Geographic Information Science Research Group, Ton Duc Thang University, Ho Chi Minh City, Viet Nam; Faculty of Environment and Labour Safety, Ton Duc Thang University, Ho Chi Minh City, Viet Nam.
School of Engineering, University of Guelph, Guelph, Canada.
Sci Total Environ. 2020 Jun 15;721:137612. doi: 10.1016/j.scitotenv.2020.137612. Epub 2020 Mar 3.
River water quality assessment is one of the most important tasks to enhance water resources management plans. A water quality index (WQI) considers several water quality variables simultaneously. Traditionally WQI calculations consume time and are often fraught with errors during derivations of sub-indices. In this study, 4 standalone (random forest (RF), M5P, random tree (RT), and reduced error pruning tree (REPT)) and 12 hybrid data-mining algorithms (combinations of standalones with bagging (BA), CV parameter selection (CVPS) and randomizable filtered classification (RFC)) were used to create Iran WQI (IRWQI) predictions. Six years (2012 to 2018) of monthly data from two water quality monitoring stations within the Talar catchment were compiled. Using Pearson correlation coefficients, 10 different input combinations were constructed. The data were divided into two groups (ratio 70:30) for model building (training dataset) and model validation (testing dataset) using a 10-fold cross-validation technique. The models were evaluated using several statistical and visual evaluation metrics. Result show that fecal coliform (FC) and total solids (TS) had the greatest and least effect on the prediction of IRWQI. The best input combinations varied among the algorithms; generally variables with very low correlations displayed weaker performance. Hybrid algorithms improved the prediction power of several of the standalone models, but not all. Hybrid BA-RT outperformed the other models (R = 0.941, RMSE = 2.71, MAE = 1.87, NSE = 0.941, PBIAS = 0.500). PBIAS indicated that all algorithms, with the exceptions of RT, BA-RT and CVPS-REPT, overestimated WQI values.

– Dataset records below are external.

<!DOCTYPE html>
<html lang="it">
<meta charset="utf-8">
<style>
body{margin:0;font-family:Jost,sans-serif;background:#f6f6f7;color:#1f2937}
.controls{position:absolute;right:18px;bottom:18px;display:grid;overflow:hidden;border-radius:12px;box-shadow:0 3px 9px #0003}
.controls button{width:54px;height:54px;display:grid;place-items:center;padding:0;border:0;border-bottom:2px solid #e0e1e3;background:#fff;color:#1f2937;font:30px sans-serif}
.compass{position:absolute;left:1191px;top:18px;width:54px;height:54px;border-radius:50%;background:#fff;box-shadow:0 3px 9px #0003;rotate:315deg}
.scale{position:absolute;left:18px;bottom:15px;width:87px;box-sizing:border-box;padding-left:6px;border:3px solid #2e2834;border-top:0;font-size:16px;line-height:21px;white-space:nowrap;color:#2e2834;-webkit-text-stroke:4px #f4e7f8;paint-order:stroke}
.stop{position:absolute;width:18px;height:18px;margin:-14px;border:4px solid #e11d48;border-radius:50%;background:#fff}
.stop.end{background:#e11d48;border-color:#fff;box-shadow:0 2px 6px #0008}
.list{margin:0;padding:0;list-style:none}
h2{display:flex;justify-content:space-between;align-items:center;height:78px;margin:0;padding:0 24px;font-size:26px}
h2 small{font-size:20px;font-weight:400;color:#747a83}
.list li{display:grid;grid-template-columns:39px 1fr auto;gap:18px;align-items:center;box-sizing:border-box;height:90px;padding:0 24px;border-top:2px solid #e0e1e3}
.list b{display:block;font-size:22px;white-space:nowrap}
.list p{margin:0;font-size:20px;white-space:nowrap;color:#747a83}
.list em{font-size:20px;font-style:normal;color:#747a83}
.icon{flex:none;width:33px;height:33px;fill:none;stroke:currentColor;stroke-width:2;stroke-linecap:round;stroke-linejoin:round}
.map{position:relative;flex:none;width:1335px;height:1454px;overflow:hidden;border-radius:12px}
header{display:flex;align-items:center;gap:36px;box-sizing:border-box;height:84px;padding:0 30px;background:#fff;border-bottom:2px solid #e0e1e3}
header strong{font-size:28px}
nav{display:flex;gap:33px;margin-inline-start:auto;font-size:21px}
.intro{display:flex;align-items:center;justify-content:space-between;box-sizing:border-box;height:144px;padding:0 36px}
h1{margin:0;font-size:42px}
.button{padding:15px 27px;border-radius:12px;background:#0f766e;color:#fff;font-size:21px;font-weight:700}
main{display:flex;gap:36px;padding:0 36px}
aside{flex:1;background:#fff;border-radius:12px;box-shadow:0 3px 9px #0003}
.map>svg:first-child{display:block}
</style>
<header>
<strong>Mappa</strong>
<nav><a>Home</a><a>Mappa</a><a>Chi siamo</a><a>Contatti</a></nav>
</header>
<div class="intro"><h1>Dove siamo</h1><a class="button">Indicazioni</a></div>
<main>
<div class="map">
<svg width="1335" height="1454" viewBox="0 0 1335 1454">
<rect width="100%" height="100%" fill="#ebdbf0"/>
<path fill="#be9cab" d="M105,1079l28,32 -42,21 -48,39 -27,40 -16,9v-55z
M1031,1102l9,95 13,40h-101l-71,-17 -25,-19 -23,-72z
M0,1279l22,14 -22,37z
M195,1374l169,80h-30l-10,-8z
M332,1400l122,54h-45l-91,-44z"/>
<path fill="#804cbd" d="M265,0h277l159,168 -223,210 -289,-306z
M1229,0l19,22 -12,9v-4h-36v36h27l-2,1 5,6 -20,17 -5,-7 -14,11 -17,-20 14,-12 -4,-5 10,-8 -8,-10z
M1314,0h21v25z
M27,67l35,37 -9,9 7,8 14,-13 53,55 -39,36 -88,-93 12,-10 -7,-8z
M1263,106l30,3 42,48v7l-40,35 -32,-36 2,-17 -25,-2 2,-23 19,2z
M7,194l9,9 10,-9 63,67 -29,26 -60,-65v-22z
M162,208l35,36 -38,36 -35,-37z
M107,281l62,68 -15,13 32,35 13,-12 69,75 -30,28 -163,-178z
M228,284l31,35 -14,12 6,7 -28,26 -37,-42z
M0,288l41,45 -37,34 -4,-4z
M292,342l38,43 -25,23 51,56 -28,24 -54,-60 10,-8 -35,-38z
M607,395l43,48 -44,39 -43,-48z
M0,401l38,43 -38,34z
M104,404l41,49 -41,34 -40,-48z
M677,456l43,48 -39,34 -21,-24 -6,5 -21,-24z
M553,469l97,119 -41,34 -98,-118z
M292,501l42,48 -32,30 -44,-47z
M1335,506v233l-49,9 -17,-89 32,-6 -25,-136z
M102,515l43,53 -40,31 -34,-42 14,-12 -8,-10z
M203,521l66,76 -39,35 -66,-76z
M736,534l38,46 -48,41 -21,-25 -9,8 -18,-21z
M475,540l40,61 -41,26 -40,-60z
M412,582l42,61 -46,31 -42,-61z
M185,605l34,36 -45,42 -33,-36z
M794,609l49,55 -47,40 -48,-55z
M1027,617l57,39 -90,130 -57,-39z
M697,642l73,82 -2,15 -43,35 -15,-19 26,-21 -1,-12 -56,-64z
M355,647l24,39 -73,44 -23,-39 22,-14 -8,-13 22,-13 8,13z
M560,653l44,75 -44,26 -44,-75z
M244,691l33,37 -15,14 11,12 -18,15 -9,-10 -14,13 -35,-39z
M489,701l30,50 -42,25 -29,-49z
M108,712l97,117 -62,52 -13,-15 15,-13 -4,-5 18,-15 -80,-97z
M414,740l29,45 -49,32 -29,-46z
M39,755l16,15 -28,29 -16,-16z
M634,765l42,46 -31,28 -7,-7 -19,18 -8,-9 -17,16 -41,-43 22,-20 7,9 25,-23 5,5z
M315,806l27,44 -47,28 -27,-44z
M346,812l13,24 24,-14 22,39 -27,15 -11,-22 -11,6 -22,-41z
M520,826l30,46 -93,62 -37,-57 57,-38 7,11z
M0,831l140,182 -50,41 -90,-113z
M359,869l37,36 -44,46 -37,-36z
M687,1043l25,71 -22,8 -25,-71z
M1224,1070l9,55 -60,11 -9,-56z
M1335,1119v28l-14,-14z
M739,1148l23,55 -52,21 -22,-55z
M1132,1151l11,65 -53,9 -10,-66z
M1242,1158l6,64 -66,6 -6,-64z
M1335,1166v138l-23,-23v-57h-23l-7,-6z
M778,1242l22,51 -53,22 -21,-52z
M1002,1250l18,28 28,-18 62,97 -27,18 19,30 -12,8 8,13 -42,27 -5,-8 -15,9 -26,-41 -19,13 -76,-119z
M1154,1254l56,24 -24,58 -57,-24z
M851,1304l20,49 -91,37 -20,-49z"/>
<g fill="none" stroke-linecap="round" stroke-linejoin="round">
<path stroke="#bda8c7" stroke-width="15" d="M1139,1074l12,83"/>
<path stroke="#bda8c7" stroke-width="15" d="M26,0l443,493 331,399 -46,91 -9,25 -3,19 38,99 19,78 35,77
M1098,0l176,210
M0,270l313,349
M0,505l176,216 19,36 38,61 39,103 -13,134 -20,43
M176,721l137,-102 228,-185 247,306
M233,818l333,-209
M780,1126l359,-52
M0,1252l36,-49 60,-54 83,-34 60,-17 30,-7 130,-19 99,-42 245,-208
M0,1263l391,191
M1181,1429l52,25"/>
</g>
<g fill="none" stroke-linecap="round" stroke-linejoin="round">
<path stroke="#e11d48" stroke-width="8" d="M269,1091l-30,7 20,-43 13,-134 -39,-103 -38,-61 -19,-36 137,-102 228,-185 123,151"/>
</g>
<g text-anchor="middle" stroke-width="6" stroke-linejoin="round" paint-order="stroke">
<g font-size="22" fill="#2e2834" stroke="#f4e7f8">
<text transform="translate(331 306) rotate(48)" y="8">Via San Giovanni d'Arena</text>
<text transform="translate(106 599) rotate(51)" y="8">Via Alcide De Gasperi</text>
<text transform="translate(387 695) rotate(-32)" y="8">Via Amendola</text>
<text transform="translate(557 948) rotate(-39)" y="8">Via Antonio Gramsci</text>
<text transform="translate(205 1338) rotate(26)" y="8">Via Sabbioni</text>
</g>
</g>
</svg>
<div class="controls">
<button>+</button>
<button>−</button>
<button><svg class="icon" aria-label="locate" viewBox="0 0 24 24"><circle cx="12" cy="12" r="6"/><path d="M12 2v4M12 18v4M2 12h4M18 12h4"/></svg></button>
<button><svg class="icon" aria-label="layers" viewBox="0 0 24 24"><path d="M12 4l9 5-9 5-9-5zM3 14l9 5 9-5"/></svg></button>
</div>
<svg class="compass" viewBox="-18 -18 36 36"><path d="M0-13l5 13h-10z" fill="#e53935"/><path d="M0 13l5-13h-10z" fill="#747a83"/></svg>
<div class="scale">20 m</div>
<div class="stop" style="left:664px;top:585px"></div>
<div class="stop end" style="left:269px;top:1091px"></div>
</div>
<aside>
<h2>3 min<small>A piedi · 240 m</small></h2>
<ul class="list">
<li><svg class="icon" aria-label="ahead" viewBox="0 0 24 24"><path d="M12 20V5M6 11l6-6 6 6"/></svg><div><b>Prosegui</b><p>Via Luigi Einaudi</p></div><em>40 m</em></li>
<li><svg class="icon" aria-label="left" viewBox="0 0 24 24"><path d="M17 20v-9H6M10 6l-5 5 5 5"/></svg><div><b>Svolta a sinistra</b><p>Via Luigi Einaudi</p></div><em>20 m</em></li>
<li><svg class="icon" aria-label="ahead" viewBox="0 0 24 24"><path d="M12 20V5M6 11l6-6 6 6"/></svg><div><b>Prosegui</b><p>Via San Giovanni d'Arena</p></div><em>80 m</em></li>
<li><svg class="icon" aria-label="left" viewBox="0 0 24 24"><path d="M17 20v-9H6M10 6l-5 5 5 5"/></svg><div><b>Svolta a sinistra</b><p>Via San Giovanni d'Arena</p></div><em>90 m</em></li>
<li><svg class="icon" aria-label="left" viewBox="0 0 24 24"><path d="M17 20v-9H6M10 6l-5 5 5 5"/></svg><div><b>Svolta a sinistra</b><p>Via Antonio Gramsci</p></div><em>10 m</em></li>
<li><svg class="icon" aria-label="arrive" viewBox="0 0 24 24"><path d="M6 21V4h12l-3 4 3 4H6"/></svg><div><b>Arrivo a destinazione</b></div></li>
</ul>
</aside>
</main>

河流水质评估是增强水资源管理计划的最重要任务之一。水质指数 (WQI) 同时考虑多个水质变量。传统上,WQI 计算既耗时又容易在子指数推导过程中出错。在这项研究中,使用了 4 个独立的(随机森林 (RF)、M5P、随机树 (RT) 和简化错误修剪树 (REPT))和 12 个混合数据挖掘算法(独立算法与袋装 (BA)、交叉验证参数选择 (CVPS) 和可随机化过滤分类 (RFC) 的组合)来创建伊朗水质指数 (IRWQI) 预测。编译了塔尔勒流域内两个水质监测站的六年(2012 年至 2018 年)的每月数据。使用皮尔逊相关系数,构建了 10 种不同的输入组合。使用 10 折交叉验证技术将数据分为两组(比例为 70:30),用于模型构建(训练数据集)和模型验证(测试数据集)。使用多种统计和可视化评估指标对模型进行评估。结果表明,粪大肠菌群 (FC) 和总固体 (TS) 对 IRWQI 的预测影响最大和最小。最佳输入组合因算法而异;通常,相关性非常低的变量表现较弱。混合算法提高了几个独立模型的预测能力,但并非全部。混合 BA-RT 优于其他模型(R=0.941、RMSE=2.71、MAE=1.87、NSE=0.941、PBIAS=0.500)。PBIAS 表明,除了 RT、BA-RT 和 CVPS-REPT 之外,所有算法都高估了 WQI 值。